109909767951868855

About twice a year I invade my children’s bedrooms armed with a hefty bag. Broken toys, happy meal junk and rotting food hidden behind dressers are all thrown away. Buckets are sorted to make sure that the Lego bucket has only Legos in it and Toy Dinosaurs are all in their own bucket. It was during one of these cruel invasions of my children’s privacy many years ago that I stumbled upon something that was not where it belonged. Tommy was about 5-years-old and I was flabbergasted to find tampons mixed in with his army men.
“Tommy, why are these in here?”
“Those are my rocket launchers”
He said it like it was their intended purpose and they quietly disappeared from his room as well as their usual storage spot in the bathroom. I would rather hide tampons than have someone come over and find my child playing with them.

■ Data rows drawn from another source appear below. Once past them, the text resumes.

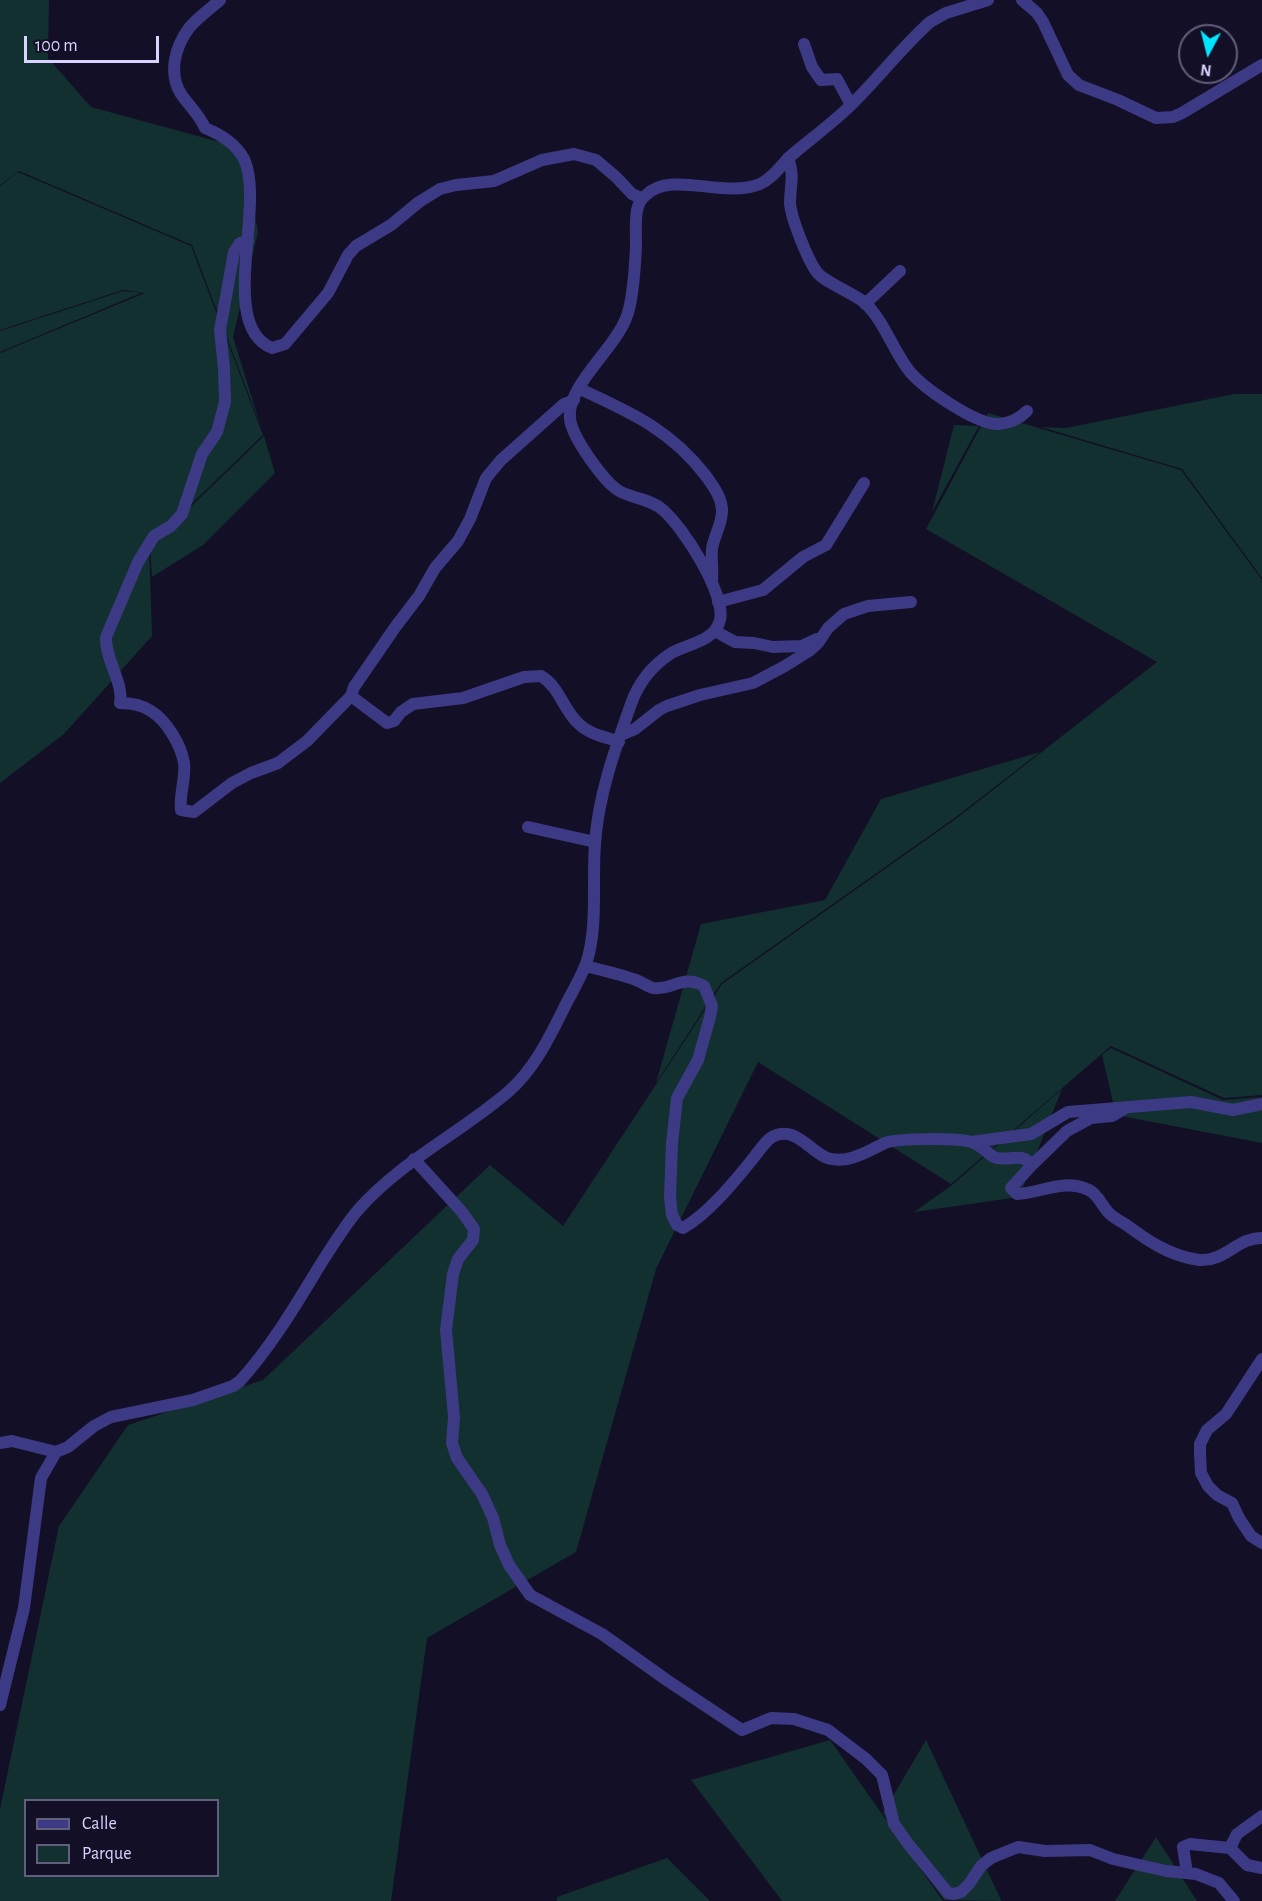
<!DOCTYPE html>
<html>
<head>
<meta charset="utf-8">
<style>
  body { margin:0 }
  #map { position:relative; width:1262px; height:1901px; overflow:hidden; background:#130f26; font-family:"Alegreya Sans",sans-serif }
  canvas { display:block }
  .legend { position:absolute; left:24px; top:1799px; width:195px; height:78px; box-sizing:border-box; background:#130f26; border:2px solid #625e7d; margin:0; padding:8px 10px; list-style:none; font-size:18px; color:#d9d4ff }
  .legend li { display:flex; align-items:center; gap:12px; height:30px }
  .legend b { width:30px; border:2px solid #625e7d }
  .north { position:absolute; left:1178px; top:24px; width:60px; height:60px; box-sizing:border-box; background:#130f26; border:2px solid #625e7d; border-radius:50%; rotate:187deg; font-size:16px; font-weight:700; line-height:24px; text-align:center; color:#d9d4ff }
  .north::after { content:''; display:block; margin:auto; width:21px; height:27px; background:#00e5ff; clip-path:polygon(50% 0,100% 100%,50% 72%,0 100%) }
  .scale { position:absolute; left:24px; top:36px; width:135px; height:27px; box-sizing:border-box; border:3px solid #d9d4ff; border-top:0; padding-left:8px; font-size:18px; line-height:21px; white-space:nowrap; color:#d9d4ff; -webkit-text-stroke:4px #130f26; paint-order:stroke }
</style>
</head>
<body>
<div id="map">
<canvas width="1262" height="1901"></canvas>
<ul class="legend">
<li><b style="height:8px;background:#3d3a85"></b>Calle</li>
<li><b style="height:16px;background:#12302f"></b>Parque</li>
</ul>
<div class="north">N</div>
<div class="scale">100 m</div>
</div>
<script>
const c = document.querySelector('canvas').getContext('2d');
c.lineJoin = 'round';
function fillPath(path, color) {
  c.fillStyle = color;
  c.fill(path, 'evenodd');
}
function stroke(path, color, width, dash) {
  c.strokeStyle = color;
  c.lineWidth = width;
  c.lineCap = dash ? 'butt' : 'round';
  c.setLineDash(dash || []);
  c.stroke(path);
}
const green = new Path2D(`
  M0,0H49L48,58L91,107L242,148L258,232L233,337L261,427L192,245L19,171L0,185Z
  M18,172L191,246L263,435L149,545L152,636L64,734L0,783V353L145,293L123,290L0,330V186Z
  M123,291L141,293L0,352V331Z
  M1234,394H1262V578L1182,469L1041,427L1066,428Z
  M988,413L1181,470L1262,580V1095L1224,1098L1111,1046L951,1184L758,1062L656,1269L576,1552L427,1638L391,1901H0V1809L59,1526L128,1425L263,1380L490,1165L563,1226L722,984L957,818L1157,662L926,529ZM26,1800H218V1876H26Z
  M954,425L979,426L932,512Z
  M264,436L275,473L203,545L152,577L150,546Z
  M1040,752L956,817L721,983L656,1083L701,924L825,900L881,799Z
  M1111,1048L1223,1100L1262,1097V1143L1116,1115L1102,1055Z
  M1062,1089L1019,1197L914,1212L952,1185Z
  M830,1740L943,1901H782L691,1780Z
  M926,1740L1001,1900L1002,1901L944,1900L883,1813Z
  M1156,1837L1197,1901H1115Z
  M667,1858L710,1901H557V1897Z`);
const minor = new Path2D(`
  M220,0C210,9 197,18 189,28C175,47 168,73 181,94C189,106 199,114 205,128C220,134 236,144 244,159C266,205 217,326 272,348L285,344L328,293L348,255L356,246L391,225L419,202L440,189L456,185L494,181L542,160L574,154L596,160L616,177L632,194L641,198
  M1022,0L1037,13L1043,22L1068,75L1079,85L1118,100L1156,118L1173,117L1182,113L1262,65
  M804,44L812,67L821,80L837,79L851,105
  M788,158C795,177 790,184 790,203C791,218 807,258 816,271C823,282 854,293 865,303C885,322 893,351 910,372C925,389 976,425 999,424C1011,423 1019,419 1027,411
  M248,241L240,243L234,252L220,330L224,368L225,402L217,432L202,454L182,514L171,526L154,536L138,562L106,637C105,660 124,683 120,703C131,703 142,705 151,711C167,721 181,745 184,763C186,779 179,794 181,810L194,812L232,783L251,773L278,763L307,741L351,696L354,687L396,626L419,596L435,568L458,541L470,519L486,478L501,460L564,404L574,400
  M865,304L900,271
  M580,389C630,412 671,430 706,476C713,486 721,496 722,509C723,523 714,535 712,549C711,559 713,570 712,581
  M718,602L763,590L803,557L826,545L864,483
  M715,631L735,642L754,643L773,647L802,646L817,639
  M351,696L387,723L394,721L401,712L413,704L463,698L524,677L541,676C560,687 563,710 579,724C589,734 606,737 619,742
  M621,735L635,729L659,710L667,706L700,695L753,683L785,666L809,651L818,643L828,628L844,614L868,606L911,602
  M528,827L595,842
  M585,966C602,970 619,974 636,980C642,982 648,987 653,988C674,990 682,974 704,986L712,1006L710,1017L698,1060L677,1098L672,1143L670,1197L672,1215L677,1225L683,1228C708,1214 733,1183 751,1161C757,1154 765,1141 772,1137C794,1125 808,1149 825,1157C831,1160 840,1160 847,1159C862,1156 872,1149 885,1143C897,1138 958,1138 971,1142C981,1144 986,1153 994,1157C1006,1163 1024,1150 1031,1166L1011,1188L1017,1194C1041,1193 1064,1178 1089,1190C1099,1195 1102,1207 1110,1214C1114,1218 1120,1221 1125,1224C1148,1241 1170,1256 1199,1260C1225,1262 1238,1237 1262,1238
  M971,1142L1031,1134L1068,1112L1191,1102L1233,1110L1262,1104
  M414,1159L462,1212L474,1229L473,1240L458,1259L453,1274L446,1330L454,1417L452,1443L457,1458L482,1494L493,1518L500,1545L509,1565L530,1595L602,1634L668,1681L742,1730L771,1718L794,1719L828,1730L866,1759L882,1775L894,1824L909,1845L948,1893L954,1894L961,1892L969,1884L981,1866L991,1858L1018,1847L1045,1851L1090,1850L1113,1859L1166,1871L1196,1874L1219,1883L1234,1901
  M1031,1166L1067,1131L1091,1118L1112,1116L1127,1107
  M1262,1359L1226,1414L1207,1430L1200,1444V1453L1201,1473L1208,1486L1217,1495L1232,1503L1239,1518L1251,1536L1262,1543
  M0,1443L12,1441L56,1452
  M0,1705L24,1608L41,1478L56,1452L68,1447L94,1426L111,1417L193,1400L233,1386L240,1381C270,1348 294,1308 317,1270C330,1249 343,1228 358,1210C401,1161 459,1134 508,1092C535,1069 551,1034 567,1002C574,989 582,975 587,961C598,924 592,882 595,844C598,796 615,749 631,704C638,684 652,666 670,654C686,644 715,642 720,620C726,594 683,527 663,510C651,499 635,499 621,492C605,484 572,437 570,419C566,383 621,346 629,309C634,289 635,267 636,246C636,234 635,222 637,210C639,203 640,200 646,195C672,170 723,199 760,184C774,178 782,163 793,154C812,138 831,124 849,107C877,80 901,48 930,22L946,13L988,0
  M1230,1848L1247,1865L1262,1868
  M1187,1873L1183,1847L1190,1844L1230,1848L1237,1834L1262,1816`);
fillPath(green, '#12302f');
stroke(minor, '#3d3a85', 12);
</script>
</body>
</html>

6 thoughts on “109909767951868855

  1. *snort*that’s a good one lol. After I had Katie my son Jamie would come out of the bathroom with pads wanting to know if I needed to change my diaper yet? LOL

  2. Karoline would find the tampons in the bathroom and would carry them in her mouth by the string. Or she would put them in her mouth like protuding teeth.

  3. Our friend’s little boy, when he was seven, asked his mom for a tampon. She said to him, “You don’t even know what they’re for.” And he responded, “Ya’ stick ’em up your butt or something.” She never did find out why he wanted it to begin with.

  4. That is hilarious. I can just see a five-year-old saying that so matter-of-factly. Save that to tell him when he’s 15. I’m sure he’ll be mortified.